▶ [Task material]:
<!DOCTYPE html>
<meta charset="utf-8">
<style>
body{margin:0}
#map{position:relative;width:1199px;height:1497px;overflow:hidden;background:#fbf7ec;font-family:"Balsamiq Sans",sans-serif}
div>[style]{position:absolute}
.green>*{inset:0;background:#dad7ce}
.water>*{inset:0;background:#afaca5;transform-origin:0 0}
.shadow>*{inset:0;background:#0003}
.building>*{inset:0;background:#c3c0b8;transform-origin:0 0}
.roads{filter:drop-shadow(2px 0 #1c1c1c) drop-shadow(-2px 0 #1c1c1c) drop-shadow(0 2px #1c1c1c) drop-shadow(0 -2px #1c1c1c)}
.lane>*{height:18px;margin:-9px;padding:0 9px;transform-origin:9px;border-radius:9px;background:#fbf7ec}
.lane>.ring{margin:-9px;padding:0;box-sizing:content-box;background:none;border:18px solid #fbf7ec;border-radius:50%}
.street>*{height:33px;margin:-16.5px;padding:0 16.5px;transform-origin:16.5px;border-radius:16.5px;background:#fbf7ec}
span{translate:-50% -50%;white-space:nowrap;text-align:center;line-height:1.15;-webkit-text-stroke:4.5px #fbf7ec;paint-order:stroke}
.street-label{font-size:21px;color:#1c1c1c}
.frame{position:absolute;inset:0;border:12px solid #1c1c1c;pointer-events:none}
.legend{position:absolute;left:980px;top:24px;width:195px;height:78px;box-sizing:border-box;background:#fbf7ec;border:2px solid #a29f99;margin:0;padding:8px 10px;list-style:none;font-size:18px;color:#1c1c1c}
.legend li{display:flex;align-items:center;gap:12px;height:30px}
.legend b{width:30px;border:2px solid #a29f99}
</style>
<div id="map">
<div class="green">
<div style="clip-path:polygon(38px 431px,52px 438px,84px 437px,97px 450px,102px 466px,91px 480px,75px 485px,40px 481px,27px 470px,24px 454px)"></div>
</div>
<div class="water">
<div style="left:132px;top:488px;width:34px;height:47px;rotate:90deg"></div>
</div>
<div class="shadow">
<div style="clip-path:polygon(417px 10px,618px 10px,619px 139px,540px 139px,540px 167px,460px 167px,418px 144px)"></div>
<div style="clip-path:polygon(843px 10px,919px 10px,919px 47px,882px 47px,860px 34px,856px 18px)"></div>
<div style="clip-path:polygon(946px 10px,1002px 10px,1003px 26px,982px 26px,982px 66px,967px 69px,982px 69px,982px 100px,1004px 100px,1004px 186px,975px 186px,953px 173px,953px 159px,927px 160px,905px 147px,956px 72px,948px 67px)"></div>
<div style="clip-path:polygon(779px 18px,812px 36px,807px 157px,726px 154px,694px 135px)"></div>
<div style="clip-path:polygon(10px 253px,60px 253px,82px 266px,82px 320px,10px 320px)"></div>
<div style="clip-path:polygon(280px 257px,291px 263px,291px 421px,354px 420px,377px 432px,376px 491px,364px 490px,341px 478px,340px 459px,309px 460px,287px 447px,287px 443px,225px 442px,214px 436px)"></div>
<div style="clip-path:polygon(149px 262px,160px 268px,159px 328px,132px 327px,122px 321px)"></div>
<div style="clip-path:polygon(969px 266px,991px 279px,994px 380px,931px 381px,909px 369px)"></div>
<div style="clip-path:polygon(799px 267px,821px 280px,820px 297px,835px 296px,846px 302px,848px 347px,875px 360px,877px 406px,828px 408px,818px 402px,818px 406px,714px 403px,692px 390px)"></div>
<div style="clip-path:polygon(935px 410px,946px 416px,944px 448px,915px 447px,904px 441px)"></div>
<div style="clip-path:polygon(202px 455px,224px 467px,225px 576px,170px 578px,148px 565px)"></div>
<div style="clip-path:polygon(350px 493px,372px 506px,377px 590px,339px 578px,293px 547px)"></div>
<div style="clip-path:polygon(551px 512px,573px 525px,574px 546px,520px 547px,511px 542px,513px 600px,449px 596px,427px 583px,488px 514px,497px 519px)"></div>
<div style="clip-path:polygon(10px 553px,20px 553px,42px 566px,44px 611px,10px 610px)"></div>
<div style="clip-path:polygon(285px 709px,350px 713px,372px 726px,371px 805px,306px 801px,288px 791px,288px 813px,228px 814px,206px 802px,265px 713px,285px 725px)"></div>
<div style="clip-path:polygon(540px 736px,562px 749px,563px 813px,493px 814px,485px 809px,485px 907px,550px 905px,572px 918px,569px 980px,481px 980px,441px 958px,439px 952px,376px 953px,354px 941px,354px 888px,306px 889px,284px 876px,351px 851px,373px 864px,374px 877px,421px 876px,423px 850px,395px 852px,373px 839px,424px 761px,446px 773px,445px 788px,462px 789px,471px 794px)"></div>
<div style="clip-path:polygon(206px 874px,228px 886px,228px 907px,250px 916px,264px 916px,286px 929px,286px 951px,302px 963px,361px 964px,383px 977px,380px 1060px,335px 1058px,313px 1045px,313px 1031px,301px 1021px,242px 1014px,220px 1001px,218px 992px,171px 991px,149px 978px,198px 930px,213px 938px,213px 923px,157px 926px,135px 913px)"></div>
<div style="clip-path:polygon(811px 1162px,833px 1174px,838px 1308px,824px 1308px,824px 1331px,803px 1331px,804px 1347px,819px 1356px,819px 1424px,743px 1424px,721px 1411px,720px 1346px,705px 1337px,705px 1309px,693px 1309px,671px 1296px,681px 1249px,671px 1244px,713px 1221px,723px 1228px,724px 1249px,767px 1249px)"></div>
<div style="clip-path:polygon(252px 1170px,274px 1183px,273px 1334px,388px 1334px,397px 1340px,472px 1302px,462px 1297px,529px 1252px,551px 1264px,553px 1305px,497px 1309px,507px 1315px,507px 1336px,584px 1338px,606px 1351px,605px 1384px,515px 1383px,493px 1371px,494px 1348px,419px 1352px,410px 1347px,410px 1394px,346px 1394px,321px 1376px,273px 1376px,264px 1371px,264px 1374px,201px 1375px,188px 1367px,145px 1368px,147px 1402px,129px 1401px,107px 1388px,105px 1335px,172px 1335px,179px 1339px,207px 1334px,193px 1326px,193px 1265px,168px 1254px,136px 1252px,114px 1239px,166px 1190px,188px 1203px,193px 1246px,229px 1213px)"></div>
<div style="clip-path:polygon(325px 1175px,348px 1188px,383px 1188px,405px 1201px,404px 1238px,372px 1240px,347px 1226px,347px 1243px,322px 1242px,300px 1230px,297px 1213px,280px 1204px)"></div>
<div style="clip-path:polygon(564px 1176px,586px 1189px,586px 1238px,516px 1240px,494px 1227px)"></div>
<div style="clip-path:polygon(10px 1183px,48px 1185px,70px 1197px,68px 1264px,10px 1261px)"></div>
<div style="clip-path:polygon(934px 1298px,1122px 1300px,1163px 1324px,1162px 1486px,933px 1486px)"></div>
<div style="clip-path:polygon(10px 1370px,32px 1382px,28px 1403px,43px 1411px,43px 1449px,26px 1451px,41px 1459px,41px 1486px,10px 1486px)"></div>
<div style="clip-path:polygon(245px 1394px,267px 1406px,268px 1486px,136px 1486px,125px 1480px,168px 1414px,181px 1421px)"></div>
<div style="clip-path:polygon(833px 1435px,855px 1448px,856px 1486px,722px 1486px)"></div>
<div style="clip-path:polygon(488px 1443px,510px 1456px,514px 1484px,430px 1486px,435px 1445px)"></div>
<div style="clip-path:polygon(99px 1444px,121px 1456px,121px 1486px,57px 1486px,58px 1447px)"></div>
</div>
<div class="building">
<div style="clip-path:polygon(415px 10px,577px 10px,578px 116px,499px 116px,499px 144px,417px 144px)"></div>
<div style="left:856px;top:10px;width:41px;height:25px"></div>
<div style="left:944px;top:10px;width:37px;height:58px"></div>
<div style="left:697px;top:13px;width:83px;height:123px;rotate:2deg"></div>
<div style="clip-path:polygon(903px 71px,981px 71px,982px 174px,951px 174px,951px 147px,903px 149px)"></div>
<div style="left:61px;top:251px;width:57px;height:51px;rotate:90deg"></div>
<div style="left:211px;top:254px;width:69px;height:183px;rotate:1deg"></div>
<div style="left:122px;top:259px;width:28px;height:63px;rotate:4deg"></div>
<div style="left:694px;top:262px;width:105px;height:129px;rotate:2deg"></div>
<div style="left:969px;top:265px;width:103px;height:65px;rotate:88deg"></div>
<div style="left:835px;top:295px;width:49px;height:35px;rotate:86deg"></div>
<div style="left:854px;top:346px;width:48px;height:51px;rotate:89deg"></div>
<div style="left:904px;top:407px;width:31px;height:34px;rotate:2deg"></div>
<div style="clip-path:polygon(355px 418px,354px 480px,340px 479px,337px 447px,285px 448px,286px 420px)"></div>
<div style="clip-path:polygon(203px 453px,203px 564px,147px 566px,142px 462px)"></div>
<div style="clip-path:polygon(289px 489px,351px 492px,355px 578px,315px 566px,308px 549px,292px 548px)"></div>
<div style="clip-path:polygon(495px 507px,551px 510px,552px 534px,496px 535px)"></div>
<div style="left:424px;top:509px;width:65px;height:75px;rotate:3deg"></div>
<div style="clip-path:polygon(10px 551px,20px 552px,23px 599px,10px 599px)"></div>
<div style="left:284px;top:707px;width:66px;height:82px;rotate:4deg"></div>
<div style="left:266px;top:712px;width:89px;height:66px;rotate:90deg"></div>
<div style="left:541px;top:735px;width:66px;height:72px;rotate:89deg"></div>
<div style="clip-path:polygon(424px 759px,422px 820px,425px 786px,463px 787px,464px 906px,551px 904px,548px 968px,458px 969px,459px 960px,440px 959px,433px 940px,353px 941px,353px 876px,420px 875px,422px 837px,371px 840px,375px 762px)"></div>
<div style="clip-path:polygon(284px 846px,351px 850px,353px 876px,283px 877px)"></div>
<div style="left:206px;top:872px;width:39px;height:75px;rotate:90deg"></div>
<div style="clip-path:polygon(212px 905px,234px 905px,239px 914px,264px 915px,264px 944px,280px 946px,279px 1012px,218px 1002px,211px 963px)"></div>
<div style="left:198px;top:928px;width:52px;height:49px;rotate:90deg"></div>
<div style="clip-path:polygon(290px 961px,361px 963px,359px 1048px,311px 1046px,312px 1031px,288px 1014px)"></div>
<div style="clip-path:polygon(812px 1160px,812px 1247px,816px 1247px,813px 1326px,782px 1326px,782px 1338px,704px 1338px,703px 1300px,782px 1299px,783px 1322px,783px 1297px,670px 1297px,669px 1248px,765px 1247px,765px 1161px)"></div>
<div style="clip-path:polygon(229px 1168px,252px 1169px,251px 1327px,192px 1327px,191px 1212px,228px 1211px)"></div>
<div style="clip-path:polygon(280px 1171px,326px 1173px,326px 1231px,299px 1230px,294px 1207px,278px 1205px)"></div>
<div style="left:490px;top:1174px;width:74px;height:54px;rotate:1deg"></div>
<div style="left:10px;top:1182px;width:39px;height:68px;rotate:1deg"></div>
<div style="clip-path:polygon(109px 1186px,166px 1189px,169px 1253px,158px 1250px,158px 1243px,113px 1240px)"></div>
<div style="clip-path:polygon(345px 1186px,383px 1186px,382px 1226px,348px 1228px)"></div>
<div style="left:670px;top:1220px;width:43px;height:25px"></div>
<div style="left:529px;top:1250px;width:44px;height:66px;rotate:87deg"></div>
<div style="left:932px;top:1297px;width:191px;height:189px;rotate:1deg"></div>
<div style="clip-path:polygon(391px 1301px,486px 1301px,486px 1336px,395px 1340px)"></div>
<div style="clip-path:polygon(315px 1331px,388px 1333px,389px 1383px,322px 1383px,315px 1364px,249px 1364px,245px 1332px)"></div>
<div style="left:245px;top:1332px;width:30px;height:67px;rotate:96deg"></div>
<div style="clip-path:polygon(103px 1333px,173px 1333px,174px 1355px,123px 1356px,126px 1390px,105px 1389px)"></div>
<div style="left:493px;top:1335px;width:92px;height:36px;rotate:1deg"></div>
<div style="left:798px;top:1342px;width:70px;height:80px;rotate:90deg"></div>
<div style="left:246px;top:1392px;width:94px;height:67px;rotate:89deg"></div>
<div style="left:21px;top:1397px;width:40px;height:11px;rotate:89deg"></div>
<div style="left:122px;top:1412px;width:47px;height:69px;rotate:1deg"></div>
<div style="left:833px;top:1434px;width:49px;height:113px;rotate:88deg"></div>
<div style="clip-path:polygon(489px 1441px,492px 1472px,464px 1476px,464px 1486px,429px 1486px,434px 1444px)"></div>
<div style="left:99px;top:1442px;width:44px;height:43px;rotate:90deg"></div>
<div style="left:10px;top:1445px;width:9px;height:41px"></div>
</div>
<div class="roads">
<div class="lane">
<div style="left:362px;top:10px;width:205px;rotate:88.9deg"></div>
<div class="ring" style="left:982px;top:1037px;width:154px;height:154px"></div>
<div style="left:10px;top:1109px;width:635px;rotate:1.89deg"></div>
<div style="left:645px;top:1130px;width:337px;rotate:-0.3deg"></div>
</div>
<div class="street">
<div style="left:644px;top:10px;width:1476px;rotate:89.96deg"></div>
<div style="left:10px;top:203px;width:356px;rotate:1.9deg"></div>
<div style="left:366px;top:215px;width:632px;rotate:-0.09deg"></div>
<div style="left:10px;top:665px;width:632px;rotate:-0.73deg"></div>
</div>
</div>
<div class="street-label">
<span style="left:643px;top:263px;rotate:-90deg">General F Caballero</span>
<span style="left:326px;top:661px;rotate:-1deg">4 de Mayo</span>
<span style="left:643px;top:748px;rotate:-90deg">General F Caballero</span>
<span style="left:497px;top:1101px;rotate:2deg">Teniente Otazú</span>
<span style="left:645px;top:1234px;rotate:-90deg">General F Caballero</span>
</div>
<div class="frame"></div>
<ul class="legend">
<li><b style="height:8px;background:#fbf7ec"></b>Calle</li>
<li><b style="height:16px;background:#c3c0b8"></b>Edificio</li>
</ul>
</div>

▶ [Work instructions]: Please show the lines of the material that contain the string "origin".

▶ [Reply]:
.water>*{inset:0;background:#afaca5;transform-origin:0 0}
.building>*{inset:0;background:#c3c0b8;transform-origin:0 0}
.lane>*{height:18px;margin:-9px;padding:0 9px;transform-origin:9px;border-radius:9px;background:#fbf7ec}
.street>*{height:33px;margin:-16.5px;padding:0 16.5px;transform-origin:16.5px;border-radius:16.5px;background:#fbf7ec}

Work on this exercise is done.